Article du 13 juillet 2020

Tournadre jette l’éponge

Gilles Tournadre © Maurice Rougemont

Encore un deux étoiles qui jette l’éponge et abandonne la piste aux étoiles. Après Yoann Conte, qui a fermé sa grande table, durant l’été, au profit d’une gastronomie plus relaxe à Veyrier du Lac, près d’Annecy, Didier de Courten à Sierre côté Valais , la Green House de Londres où s’illustra jadis le français Arnaud Bignon, Alexandre Bourdas, bien sûr, qui a transformé son Saquana d’Honfleur en table à sushis, voilà son voisin Gilles Tournadre, star de Rouen depuis un quart de siècle et affilié aux Relais & Châteaux, qui met fin à sa longue période étoilée. Le motif ? Une fatigue générale et une aspiration à une certaine forme de sagesse et de sérénité. A 65 ans, le grand Gilles a décidé de renoncer aux angoisses qui précèdent les annonces de promotions ou de retraits, lui qui a toujours échappé à la vague médiatique des rumeurs en tout sens. « C’est du stress continuel. Lorsque l’on est consciencieux, on craint de perdre ses étoiles à tout moment… »  Il a décidé de s’en préserver en interrompant, fin décembre, la formule actuelle et de repartir avec une nouvelle carte moins chère et moins ambitieuse. Toujours présent dans plusieurs bistrots de la ville (la Place, Gill côté Bistrot, le 37), il devrait ouvrir prochainement, avec son partenaire Philippe Coudy, une nouvelle table dans l’historique Aître Saint-Maclou, un extraordinaire patio médiéval abritant l’ancien charnier de la ville.

En piste pour Demczyna

Gatien Demczyna © GP

Il fut le chef deux étoiles le plus discret de Courchevel, au Montgomerie du K2 Altitude. Gatien Demczyna, nouveau maestro du Couvent des Minimes à Mane en Luberon, où il a remplacé Jérôme Roy, reparti pour sa Touraine natale, il a l’ambition de retrouver la même distinction au Cloître, la table étoilée du lieu.
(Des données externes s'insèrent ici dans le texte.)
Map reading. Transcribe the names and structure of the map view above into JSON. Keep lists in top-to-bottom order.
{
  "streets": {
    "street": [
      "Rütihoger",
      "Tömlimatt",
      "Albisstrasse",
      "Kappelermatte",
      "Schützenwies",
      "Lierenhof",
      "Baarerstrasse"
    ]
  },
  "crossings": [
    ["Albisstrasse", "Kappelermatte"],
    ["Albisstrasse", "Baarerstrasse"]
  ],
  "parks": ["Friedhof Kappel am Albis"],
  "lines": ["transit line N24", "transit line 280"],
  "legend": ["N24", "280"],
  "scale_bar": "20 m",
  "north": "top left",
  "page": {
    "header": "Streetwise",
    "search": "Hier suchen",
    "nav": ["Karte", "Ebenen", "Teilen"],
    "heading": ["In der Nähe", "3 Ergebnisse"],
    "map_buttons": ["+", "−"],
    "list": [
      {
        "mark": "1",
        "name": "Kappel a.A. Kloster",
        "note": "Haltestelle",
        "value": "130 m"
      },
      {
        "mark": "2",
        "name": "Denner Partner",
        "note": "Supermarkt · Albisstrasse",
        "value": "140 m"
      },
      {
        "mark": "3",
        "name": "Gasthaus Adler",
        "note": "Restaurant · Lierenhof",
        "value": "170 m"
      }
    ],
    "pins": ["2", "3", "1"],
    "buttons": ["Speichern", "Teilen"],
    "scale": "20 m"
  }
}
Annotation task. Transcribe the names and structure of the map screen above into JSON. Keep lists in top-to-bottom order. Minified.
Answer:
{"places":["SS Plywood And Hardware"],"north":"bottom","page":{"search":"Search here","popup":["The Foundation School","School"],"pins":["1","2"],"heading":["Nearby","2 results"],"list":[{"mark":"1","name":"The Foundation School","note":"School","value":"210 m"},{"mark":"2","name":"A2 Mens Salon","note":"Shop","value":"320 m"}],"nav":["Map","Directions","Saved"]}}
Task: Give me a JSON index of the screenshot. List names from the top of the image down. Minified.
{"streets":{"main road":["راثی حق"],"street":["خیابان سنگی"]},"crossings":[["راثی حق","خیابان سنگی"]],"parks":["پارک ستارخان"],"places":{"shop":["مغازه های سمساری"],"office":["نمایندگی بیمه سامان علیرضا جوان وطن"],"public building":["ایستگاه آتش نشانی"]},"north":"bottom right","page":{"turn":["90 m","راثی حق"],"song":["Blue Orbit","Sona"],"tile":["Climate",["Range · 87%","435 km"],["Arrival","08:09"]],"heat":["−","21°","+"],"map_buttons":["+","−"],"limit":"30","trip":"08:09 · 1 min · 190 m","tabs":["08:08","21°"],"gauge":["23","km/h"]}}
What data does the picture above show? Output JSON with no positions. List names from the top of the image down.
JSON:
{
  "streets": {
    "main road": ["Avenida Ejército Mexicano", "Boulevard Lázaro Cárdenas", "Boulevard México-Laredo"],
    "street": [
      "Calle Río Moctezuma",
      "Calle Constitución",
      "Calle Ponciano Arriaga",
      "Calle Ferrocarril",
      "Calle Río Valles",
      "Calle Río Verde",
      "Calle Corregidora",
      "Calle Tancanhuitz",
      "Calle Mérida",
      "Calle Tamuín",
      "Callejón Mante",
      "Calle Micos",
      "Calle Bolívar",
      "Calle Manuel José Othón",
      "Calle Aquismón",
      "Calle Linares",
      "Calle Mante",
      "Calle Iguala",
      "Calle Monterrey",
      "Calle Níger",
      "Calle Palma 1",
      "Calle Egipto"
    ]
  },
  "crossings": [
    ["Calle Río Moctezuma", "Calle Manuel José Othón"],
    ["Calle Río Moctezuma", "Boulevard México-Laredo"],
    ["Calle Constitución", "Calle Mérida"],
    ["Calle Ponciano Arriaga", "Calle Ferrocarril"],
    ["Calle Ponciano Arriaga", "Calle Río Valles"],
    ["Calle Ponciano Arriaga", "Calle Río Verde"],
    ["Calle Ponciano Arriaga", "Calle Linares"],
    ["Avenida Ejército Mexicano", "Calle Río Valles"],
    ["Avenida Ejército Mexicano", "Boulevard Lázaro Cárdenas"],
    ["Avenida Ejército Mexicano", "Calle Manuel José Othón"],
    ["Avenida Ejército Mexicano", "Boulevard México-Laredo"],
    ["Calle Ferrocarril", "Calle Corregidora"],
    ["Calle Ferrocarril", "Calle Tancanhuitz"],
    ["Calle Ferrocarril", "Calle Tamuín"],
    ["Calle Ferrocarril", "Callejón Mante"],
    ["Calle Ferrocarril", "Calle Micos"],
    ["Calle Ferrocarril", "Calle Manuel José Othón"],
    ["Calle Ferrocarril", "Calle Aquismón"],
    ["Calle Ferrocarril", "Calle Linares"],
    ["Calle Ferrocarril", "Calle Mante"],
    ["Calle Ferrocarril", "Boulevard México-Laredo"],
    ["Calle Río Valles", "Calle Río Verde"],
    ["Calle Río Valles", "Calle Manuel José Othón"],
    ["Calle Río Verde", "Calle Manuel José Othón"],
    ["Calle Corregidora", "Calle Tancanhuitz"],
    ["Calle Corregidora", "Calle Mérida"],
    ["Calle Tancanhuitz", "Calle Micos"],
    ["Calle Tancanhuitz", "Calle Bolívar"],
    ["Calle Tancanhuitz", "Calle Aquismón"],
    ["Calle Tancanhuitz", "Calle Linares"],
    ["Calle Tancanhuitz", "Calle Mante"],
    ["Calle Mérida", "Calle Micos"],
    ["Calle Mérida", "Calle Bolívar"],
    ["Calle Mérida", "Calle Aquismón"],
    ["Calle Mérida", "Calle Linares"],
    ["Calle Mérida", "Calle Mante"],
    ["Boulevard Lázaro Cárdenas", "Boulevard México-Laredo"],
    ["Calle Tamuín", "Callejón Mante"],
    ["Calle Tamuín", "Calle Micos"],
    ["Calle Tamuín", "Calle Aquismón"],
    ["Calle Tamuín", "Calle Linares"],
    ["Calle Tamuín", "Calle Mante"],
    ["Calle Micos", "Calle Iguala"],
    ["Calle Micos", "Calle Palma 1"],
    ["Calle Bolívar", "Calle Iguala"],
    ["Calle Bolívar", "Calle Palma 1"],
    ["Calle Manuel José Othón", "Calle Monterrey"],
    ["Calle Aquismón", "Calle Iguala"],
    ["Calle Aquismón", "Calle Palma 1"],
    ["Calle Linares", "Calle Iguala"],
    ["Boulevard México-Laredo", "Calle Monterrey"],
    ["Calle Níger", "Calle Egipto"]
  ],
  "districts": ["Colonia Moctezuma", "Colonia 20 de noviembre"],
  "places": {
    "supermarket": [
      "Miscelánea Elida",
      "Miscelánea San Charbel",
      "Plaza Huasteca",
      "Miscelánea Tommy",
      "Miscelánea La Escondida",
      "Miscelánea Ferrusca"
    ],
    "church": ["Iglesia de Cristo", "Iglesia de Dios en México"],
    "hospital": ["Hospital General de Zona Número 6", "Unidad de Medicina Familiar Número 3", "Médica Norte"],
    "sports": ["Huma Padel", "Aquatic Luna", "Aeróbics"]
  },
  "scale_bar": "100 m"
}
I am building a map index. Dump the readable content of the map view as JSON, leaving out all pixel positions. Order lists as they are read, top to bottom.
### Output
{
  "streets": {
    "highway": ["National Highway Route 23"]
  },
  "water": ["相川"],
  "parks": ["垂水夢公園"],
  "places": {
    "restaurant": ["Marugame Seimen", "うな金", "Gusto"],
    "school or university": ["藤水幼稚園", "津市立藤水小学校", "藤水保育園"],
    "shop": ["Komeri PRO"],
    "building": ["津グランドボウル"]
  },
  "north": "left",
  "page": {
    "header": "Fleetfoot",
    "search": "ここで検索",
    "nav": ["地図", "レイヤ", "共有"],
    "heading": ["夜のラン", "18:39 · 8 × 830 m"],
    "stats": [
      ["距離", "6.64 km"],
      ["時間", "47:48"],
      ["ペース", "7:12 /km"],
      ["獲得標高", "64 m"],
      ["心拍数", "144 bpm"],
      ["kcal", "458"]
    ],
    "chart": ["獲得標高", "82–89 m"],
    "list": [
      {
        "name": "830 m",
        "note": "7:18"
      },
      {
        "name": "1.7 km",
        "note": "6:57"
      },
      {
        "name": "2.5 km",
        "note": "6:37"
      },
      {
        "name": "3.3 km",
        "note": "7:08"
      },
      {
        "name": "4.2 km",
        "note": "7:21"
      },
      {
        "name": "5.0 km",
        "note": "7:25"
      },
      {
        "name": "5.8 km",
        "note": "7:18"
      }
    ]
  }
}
Ce timide qui se soigne, né à Lyon, né dans une famille de charcutiers-traiteurs, passé sous l’égide de Nicolas Sale au Castellet au Beaucet, puis aux Pêcheurs à Antibes, est un orfèvre des assiettes architecturées, mettant en valeur le produit de haute tenue. Sa table gastronomique n’ouvre que fin juillet, mais son talent est déjà là, indéniable, transparaissant aussi au bistrot maison dit « le Pesquier » que dans sa future table qui se rode, avec l’artichaut violet en jeux de textures, relevé d’un jus de coquillages au safran de Forcalquier, ou le ris de veau et la berce, avec la tête et le pied de veau en cylindre croustillant, plus une piémontaise de légumes au jus acidulé. La botte secrète de la demeure? Un pâtissier hors pair, d’origine ligure, Alessandro Parodi, passé  chez Norbert Niederköfler, le 3 étoiles de l’Italie du Nord, côté Haut Adige, le St. Hubertus de San Cassiano, dont l’abricot du Luberon au naturel et lacto fermenté, avec sa glace au mascarpone et miel de châtaignier, constitue un chef d’oeuvre provençal de haute volée.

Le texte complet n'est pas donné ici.